Segment Start: Data for the task

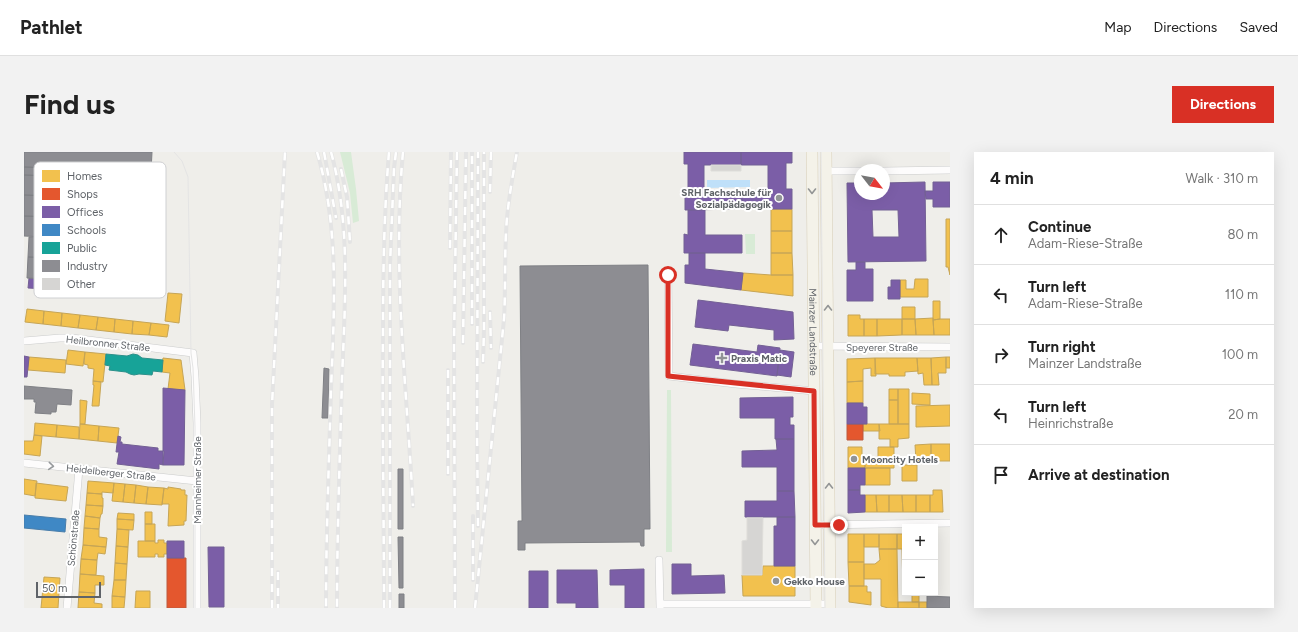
<!DOCTYPE html>
<html lang="en">
<head>
<meta charset="utf-8">
<style>
	:root { --surface:#fff; --page:#f2f2f2; --text:#222; --muted:#767676; --line:#e0e0e0; --accent:#d93025 }
	body { margin:0; font-family:Figtree,sans-serif; background:var(--page); color:var(--text) }
	.controls { position:absolute; right:12px; bottom:12px; display:grid; overflow:hidden; border-radius:0px; box-shadow:0 4px 16px #0002 }
	.controls button { width:36px; height:36px; display:grid; place-items:center; padding:0; border:0; border-bottom:1px solid var(--line); background:var(--surface); color:var(--text); font:20px sans-serif }
	.compass { position:absolute; left:830px; top:12px; width:36px; height:36px; border-radius:50%; background:var(--surface); box-shadow:0 4px 16px #0002; rotate:121deg }
	.scale { position:absolute; left:12px; bottom:10px; width:65px; box-sizing:border-box; padding-left:4px; border:2px solid #5f6368; border-top:0; font-size:11px; line-height:14px; white-space:nowrap; color:#5f6368; -webkit-text-stroke:3px #fff; paint-order:stroke }
	.stop { position:absolute; width:12px; height:12px; margin:-9px; border:3px solid #d93025; border-radius:50%; background:#fff }
	.stop.end { background:#d93025; border-color:#fff; box-shadow:0 1px 4px #0008 }
	.list { margin:0; padding:0; list-style:none }
	h2 { display:flex; justify-content:space-between; align-items:center; height:52px; margin:0; padding:0 16px; font-size:17px }
	h2 small { font-size:13px; font-weight:400; color:var(--muted) }
	.list li { display:grid; grid-template-columns:26px 1fr auto; gap:12px; align-items:center; box-sizing:border-box; height:60px; padding:0 16px; border-top:1px solid var(--line) }
	.list b { display:block; font-size:15px; white-space:nowrap }
	.list p { margin:0; font-size:13px; white-space:nowrap; color:var(--muted) }
	.list em { font-size:13px; font-style:normal; color:var(--muted) }
	.icon { flex:none; width:22px; height:22px; fill:none; stroke:currentColor; stroke-width:2; stroke-linecap:round; stroke-linejoin:round }
	.map { position:relative; flex:none; width:926px; height:456px; overflow:hidden; border-radius:0px }
	header { display:flex; align-items:center; gap:24px; box-sizing:border-box; height:56px; padding:0 20px; background:var(--surface); border-bottom:1px solid var(--line) }
	header strong { font-size:19px }
	nav { display:flex; gap:22px; margin-inline-start:auto; font-size:14px }
	.intro { display:flex; align-items:center; justify-content:space-between; box-sizing:border-box; height:96px; padding:0 24px }
	h1 { margin:0; font-size:28px }
	.button { padding:10px 18px; border-radius:0px; background:var(--accent); color:#fff; font-size:14px; font-weight:700 }
	main { display:flex; gap:24px; padding:0 24px }
	aside { flex:1; background:var(--surface); border-radius:0px; box-shadow:0 4px 16px #0002 }
	.map>svg:first-child { display:block }
	.green { fill:#d8ebd6 }
	.water { fill:#bfe0f9 }
	.homes { fill:#f2c14e; stroke:#c6a556 }
	.shops { fill:#e4572e; stroke:#bc5b3f }
	.offices { fill:#7b5ea7; stroke:#736094; fill-rule:evenodd }
	.schools { fill:#3f88c5; stroke:#497da9 }
	.public { fill:#17a398; stroke:#2d908a }
	.industry { fill:#8d8d92; stroke:#7f8085 }
	.building { fill:#d6d5d3; stroke:#deddd9 }
	.lines { fill:none; stroke-linecap:round; stroke-linejoin:round }
	.minor-casing { stroke:#cbcccc; stroke-width:8 }
	.primary-casing { stroke:#d7ceb8; stroke-width:12 }
	.minor { stroke:#fdfcfc; stroke-width:7 }
	.primary { stroke:#f4f2e9; stroke-width:11 }
	.tram { stroke:#e4e4e4; stroke-width:1 }
	.rail-casing { stroke:#e4e4e4; stroke-width:4 }
	.rail { stroke:#fff; stroke-width:2.5; stroke-dasharray:8; stroke-linecap:butt }
	.oneway { stroke:#939595 }
	.oneway2 { stroke:#96999c }
	.route { stroke:#d93025; stroke-width:5 }
	.poi-dot { fill:#919496; stroke:#fff; stroke-width:1.5 }
	.labels { text-anchor:middle; stroke-width:4; stroke-linejoin:round; paint-order:stroke }
	.poi-label { font-size:10px; font-weight:bold; fill:#5f6368; stroke:#fff; text-anchor:start }
	.street-label { font-size:10px; fill:#5f6368; stroke:#fff }
	.key { fill:#fff; stroke:#cfd0d2; stroke-width:1 }
	.key-label { font-size:11px; fill:#5f6368 }
</style>
</head>
<body>
<header>
<strong>Pathlet</strong>
<nav><a>Map</a><a>Directions</a><a>Saved</a></nav>
</header>
<div class="intro"><h1>Find us</h1><a class="button">Directions</a></div>
<main>
<div class="map">
<svg width="926" height="456" viewBox="0 0 926 456">
	<rect width="100%" height="100%" fill="#efeeea"/>
	<path class="green" d="M316 0H327L332 37 335 69 329 71 326 41Z
		M721 82H731V102H722Z
		M643 238H647L648 400H642Z"/>
	<path class="water" d="M683 28H726V35L683 36Z"/>
	<path class="homes" d="M747 57H768V79H747Z
		M922 67H926V123L924 115H922Z
		M747 79H768V101H747Z
		M747 101H768L769 123H747Z
		M719 121 747 123H769V144L717 138Z
		M891 127H904V145H876V128H882V137H890Z
		M144 141 158 142 155 171 141 169Z
		M909 149H916V167L909 168Z
		M878 155H891V167H878Z
		M3 157 20 159 19 172 1 170Z
		M20 159 38 161 37 174 19 172Z
		M38 161 56 163 54 176 37 174Z
		M56 163 74 165 72 178 54 176Z
		M824 163H836V167H840V184H824Z
		M74 165 91 167 90 180 72 178Z
		M909 166 910 183H892L891 167Z
		M91 167 109 169 108 182 90 180Z
		M840 167H853V184H840Z
		M853 167H878V183L853 184Z
		M878 167H891L892 183H878Z
		M916 167H926V183H910L909 168Z
		M109 169 127 171 125 183 108 182Z
		M127 171 145 173 143 185 125 183Z
		M44 198 61 200 59 214 42 212Z
		M61 200 82 202 79 230 69 229 70 217 64 216V213L60 212Z
		M5 205 42 208 41 221 4 218Z
		M922 205H926V216H922Z
		M922 205V221H914L915 233H908L907 206Z
		M139 206 157 208 161 238 144 237 146 221 138 220Z
		M851 206 852 224H847V216L839 217V229L823 230V207Z
		M851 206H893L894 219 881 220V224H865V222H851Z
		M893 206H907L908 233H900L899 221 894 222Z
		M69 229 77 230 75 254H68L70 233H69Z
		M839 229V251H823V230Z
		M865 237H874V248H865Z
		M874 237H885V272H874Z
		M888 241 906 242V253L888 252Z
		M56 248 63 249 61 272H56Z
		M865 248H874V272H865Z
		M926 253V274L892 275V254Z
		M11 271 33 273 32 285 10 283Z
		M56 272 75 274 74 289 55 287Z
		M839 272H855L856 279H839Z
		M855 272H885V286L874 287V295H866V287H855Z
		M33 273 55 275V287L32 285Z
		M75 274 95 276 93 291 74 289Z
		M10 283 18 284 16 304 0 302V289H9Z
		M907 292V309H892L891 293Z
		M907 292H926V309H907Z
		M824 295H838V307H841V316H824Z
		M854 295H870V316H841V307H854Z
		M878 313H893V329H878Z
		M841 316H866V333H841Z
		M0 327 13 329 11 344 0 342Z
		M64 329 90 331 89 341 78 340V342L63 341Z
		M12 331 44 335 42 349 11 346Z
		M90 331 101 332 99 350 88 349Z
		M101 332 112 333 110 351 99 350Z
		M112 333 124 335 122 352 110 351Z
		M124 335 140 336 138 353 122 352Z
		M144 335 157 337V338H161V343H163L162 369H160V373L144 374 145 352H138L140 336 144 337Z
		M909 338H918L919 360H906V343H909Z
		M63 341 78 342V346H79V354L62 353Z
		M841 343H852L853 360H841Z
		M852 343H865V360H853Z
		M865 343H878L879 360H865Z
		M878 343H892V360H879Z
		M892 343H906V360H892Z
		M62 353 79 354 78 362H77L76 366 61 364Z
		M121 360H128V372H121Z
		M94 361 110 362V368L93 367Z
		M61 364 76 366 75 377 60 376Z
		M93 367 110 368 109 378 93 377Z
		M121 372H131V389H121Z
		M60 376 75 377V385L83 386 82 395 59 393Z
		M93 377 105 378 104 395 92 394Z
		M824 382H840V410H824Z
		M840 382H855V395H840Z
		M855 382H873V397H855Z
		M873 382H881V397H873Z
		M134 388H140V391H143V402H140V405H134V402H131V405H114V389H131V391H134Z
		M59 393 82 395 81 402 74 401 73 408 57 407Z
		M92 394 104 395 103 412 91 411Z
		M855 397H873L874 456H864L857 454V427H840V412H851L856 408Z
		M878 397H881V438H879Z
		M57 407 73 408 72 423 56 422Z
		M824 410H840V434H825Z
		M91 411 103 412 102 428H90Z
		M739 414H771V444H719L718 423H738Z
		M56 422 80 424V433H71V441L55 440Z
		M20 425 36 426 34 456H17Z
		M90 428H102L101 445 88 444Z
		M825 434H843V440H847V453L825 450Z
		M112 439H126V456H111Z
		M55 440 71 441 70 451 78 452V456H54Z
		M888 441H895V450H888Z
		M88 444 101 445 100 456H88Z
		M874 450H895V456H874Z
		M895 450H903V456H895Z"/>
	<path class="shops" d="M823 272H839V288H823Z
		M143 406H162V456H143Z"/>
	<path class="offices" d="M660 0H717V13H680V39H718V57L661 58V39H664V12H660Z
		M717 0H768V11H762V37H768V57H718V39H744V13H717Z
		M901 30 902 109 824 110 823 31H836V42H860V31ZM848 58H874L875 85H849Z
		M909 30H926V55H909V47H902L901 39H909Z
		M664 58H681V83H718V101H660V82L664 83Z
		M665 101H681V117L719 121 717 138 661 131V113H665Z
		M832 110H841V117H849V149H823V118H832Z
		M5 126 22 127V137L4 136Z
		M867 128H876V147H864V135H867Z
		M674 148 769 160 770 187 750 188V178L705 173 704 179 671 175Z
		M669 192 733 200 734 193 756 196 753 224 666 213Z
		M756 198 770 200 767 225 753 223Z
		M0 204 5 205 3 225H0Z
		M139 236 161 238 160 313H139Z
		M769 245V265H766V273H770V287H751V266H716V246Z
		M823 251H839V255H843V272H823Z
		M94 284 97 285 96 290H98V292L134 296V299H140L139 313 135 312V317L93 312 95 300H92Z
		M752 287H770V339H753V315H718V299L753 298Z
		M824 316H841V333H836V338H824Z
		M824 338H836V343H841V360L824 361Z
		M753 339H770L771 365H721V349H753Z
		M753 365H771V414H750V374H753Z
		M143 389H160V406H143Z
		M184 395H200V455H185Z
		M648 412H667V424L700 423 701 441 648 442Z
		M620 417V456H601V433H586V418Z
		M533 418H573L574 456H552V451H533Z
		M505 419H524V456H505Z"/>
	<path class="schools" d="M0 363 42 367 41 380 0 376Z"/>
	<path class="public" d="M82 202 103 204 109 202 114 203 118 206 139 208 138 220 129 219 128 223 115 222 110 223 106 222 102 220 85 218 86 214 81 213Z"/>
	<path class="industry" d="M0 0H128L127 20 0 15Z
		M0 15 127 20V28L0 23Z
		M0 23 127 28 126 48 0 43Z
		M0 43 126 48V69L0 64Z
		M0 64 135 69 134 90 0 84Z
		M5 85 134 90V99H124V110L4 105Z
		M4 105 124 110 123 131 3 126Z
		M624 113 626 377H620V394H617L616 390 501 391V398H494V369H498L496 114Z
		M300 216 305 217 304 266H298Z
		M0 234 48 238 47 253 33 252 32 260H27V262L11 261 12 250H10V247H0Z
		M374 317H379V377H374Z
		M374 385H379V436H375Z
		M375 442H380V456H375Z
		M903 444 926 445V456H903Z"/>
	<path class="building" d="M687 13H717V19H687Z
		M723 366H739L738 423H718V389L723 388Z"/>
	<g class="lines">
		<g class="minor-casing">
			<path id="minor" d="M803 19H836
				M860 19 926 18
				M644 123 645 224 712 232 790 239
				M0 189 36 186H48L169 201 171 225 173 271V456
				M790 194 926 195
				M0 311 173 329
				M791 373 926 371
				M635 408 636 455
				M636 452H806
				M43 456 55 317"/>
		</g>
		<g class="primary-casing">
			<g id="primary">
				<path id="s1" d="M788 0 792 456"/>
				<path d="M802 0 806 456"/>
			</g>
		</g>
		<use href="#minor" class="minor"/>
		<use href="#primary" class="primary"/>
		<path class="tram" d="M150 0 158 9 164 25 167 201 169 216 171 275V456
			M797 0 801 456"/>
		<g class="rail-casing">
			<path id="rail" d="M293 0C316 77 310 159 307 238 305 311 302 383 302 456
				M300 0 312 66
				M307 0C327 73 321 151 318 226 316 303 313 379 313 456
				M379 0C368 116 383 238 389 354
				M317 17 323 45 326 90
				M466 40 467 0
				M426 96 427 0
				M466 160 467 196
				M448 172V0
				M439 191 442 0
				M459 210 460 178V0
				M424 218V322
				M454 374 453 278 454 0
				M254 420V456
				M449 428V364
				M248 456V253L261 0
				M360 456C360 364 358 273 359 181 359 121 360 60 365 0
				M366 456V113L370 16 372 0
				M431 456 430 190 433 0
				M451 456 480 167C482 134 480 100 483 66 485 44 489 22 493 0"/>
		</g>
		<use href="#rail" class="rail"/>
	</g>
	<defs><path id="oneway-chevron" d="M-2-3.5L2.5 0L-2 3.5" fill="none" stroke-width="1.6" stroke-linecap="round" stroke-linejoin="round"/></defs>
	<g class="oneway">
		<use href="#oneway-chevron" transform="translate(788 39) rotate(90)"/>
		<use href="#oneway-chevron" transform="translate(804 156) rotate(-90)"/>
		<use href="#oneway-chevron" transform="translate(805 334) rotate(-90)"/>
		<use href="#oneway-chevron" transform="translate(791 390) rotate(90)"/>
	</g>
	<use class="oneway2" href="#oneway-chevron" transform="translate(27 314) rotate(5)"/>
	<g class="lines">
		<path class="route" d="M644 123V224L790 239 791 373H815"/>
	</g>
	<g class="poi-dot">
		<circle cx="755" cy="46" r="4"/>
		<path d="M696 200h4v4h4v4h-4v4h-4v-4h-4v-4h4z"/>
		<circle cx="830" cy="307" r="4"/>
		<circle cx="752" cy="429" r="4"/>
	</g>
	<g class="labels">
		<g class="poi-label">
			<text x="747" y="44" text-anchor="end">SRH Fachschule für<tspan x="747" dy="12">Sozialpädagogik</tspan></text>
			<text x="707" y="210">Praxis Matic</text>
			<text x="838" y="311">Mooncity Hotels</text>
			<text x="760" y="433">Gekko House</text>
		</g>
		<g class="street-label">
			<text dy="4" stroke="none"><textPath href="#s1" startOffset="180">Mainzer Landstraße</textPath></text>
			<text transform="translate(84 191) rotate(6)" y="4">Heilbronner Straße</text>
			<text x="858" y="199">Speyerer Straße</text>
			<text transform="translate(87 320) rotate(6)" y="4">Heidelberger Straße</text>
			<text transform="translate(173 328) rotate(-90)" y="4">Mannheimer Straße</text>
			<text transform="translate(49 386) rotate(-85)" y="4">Schönstraße</text>
		</g>
	</g>
	<rect x="10" y="10" width="132" height="136" rx="6" class="key"/>
	<rect x="18" y="18" width="18" height="12" fill="#f2c14e"/>
	<rect x="18" y="36" width="18" height="12" fill="#e4572e"/>
	<rect x="18" y="54" width="18" height="12" fill="#7b5ea7"/>
	<rect x="18" y="72" width="18" height="12" fill="#3f88c5"/>
	<rect x="18" y="90" width="18" height="12" fill="#17a398"/>
	<rect x="18" y="108" width="18" height="12" fill="#8d8d92"/>
	<rect x="18" y="126" width="18" height="12" fill="#d6d5d3"/>
	<g class="key-label">
		<text x="43" y="28">Homes</text>
		<text x="43" y="46">Shops</text>
		<text x="43" y="64">Offices</text>
		<text x="43" y="82">Schools</text>
		<text x="43" y="100">Public</text>
		<text x="43" y="118">Industry</text>
		<text x="43" y="136">Other</text>
	</g>
</svg>
<div class="controls">
<button>+</button>
<button>−</button>
</div>
<svg class="compass" viewBox="-18 -18 36 36"><path d="M0-13l5 13h-10z" fill="#e53935"/><path d="M0 13l5-13h-10z" fill="#767676"/></svg>
<div class="scale">50 m</div>
<div class="stop" style="left:644px;top:123px"></div>
<div class="stop end" style="left:815px;top:373px"></div>
</div>
<aside>
<h2>4 min<small>Walk · 310 m</small></h2>
<ul class="list">
<li><svg class="icon" aria-label="ahead" viewBox="0 0 24 24"><path d="M12 20V5M6 11l6-6 6 6"/></svg><div><b>Continue</b><p>Adam-Riese-Straße</p></div><em>80 m</em></li>
<li><svg class="icon" aria-label="left" viewBox="0 0 24 24"><path d="M17 20v-9H6M10 6l-5 5 5 5"/></svg><div><b>Turn left</b><p>Adam-Riese-Straße</p></div><em>110 m</em></li>
<li><svg class="icon" aria-label="right" viewBox="0 0 24 24"><path d="M7 20v-9h11M14 6l5 5-5 5"/></svg><div><b>Turn right</b><p>Mainzer Landstraße</p></div><em>100 m</em></li>
<li><svg class="icon" aria-label="left" viewBox="0 0 24 24"><path d="M17 20v-9H6M10 6l-5 5 5 5"/></svg><div><b>Turn left</b><p>Heinrichstraße</p></div><em>20 m</em></li>
<li><svg class="icon" aria-label="arrive" viewBox="0 0 24 24"><path d="M6 21V4h12l-3 4 3 4H6"/></svg><div><b>Arrive at destination</b></div></li>
</ul>
</aside>
</main>
</body>
</html>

Segment End: Data for the task

> _Your instructions_: Within the material above, copy exactly the lines from the line that holds "M878 167H891L892 183H878Z" up to and including the line that holds "M824 295H838V307H841V316H824Z".

> _Solution_:
		M878 167H891L892 183H878Z
		M916 167H926V183H910L909 168Z
		M109 169 127 171 125 183 108 182Z
		M127 171 145 173 143 185 125 183Z
		M44 198 61 200 59 214 42 212Z
		M61 200 82 202 79 230 69 229 70 217 64 216V213L60 212Z
		M5 205 42 208 41 221 4 218Z
		M922 205H926V216H922Z
		M922 205V221H914L915 233H908L907 206Z
		M139 206 157 208 161 238 144 237 146 221 138 220Z
		M851 206 852 224H847V216L839 217V229L823 230V207Z
		M851 206H893L894 219 881 220V224H865V222H851Z
		M893 206H907L908 233H900L899 221 894 222Z
		M69 229 77 230 75 254H68L70 233H69Z
		M839 229V251H823V230Z
		M865 237H874V248H865Z
		M874 237H885V272H874Z
		M888 241 906 242V253L888 252Z
		M56 248 63 249 61 272H56Z
		M865 248H874V272H865Z
		M926 253V274L892 275V254Z
		M11 271 33 273 32 285 10 283Z
		M56 272 75 274 74 289 55 287Z
		M839 272H855L856 279H839Z
		M855 272H885V286L874 287V295H866V287H855Z
		M33 273 55 275V287L32 285Z
		M75 274 95 276 93 291 74 289Z
		M10 283 18 284 16 304 0 302V289H9Z
		M907 292V309H892L891 293Z
		M907 292H926V309H907Z
		M824 295H838V307H841V316H824Z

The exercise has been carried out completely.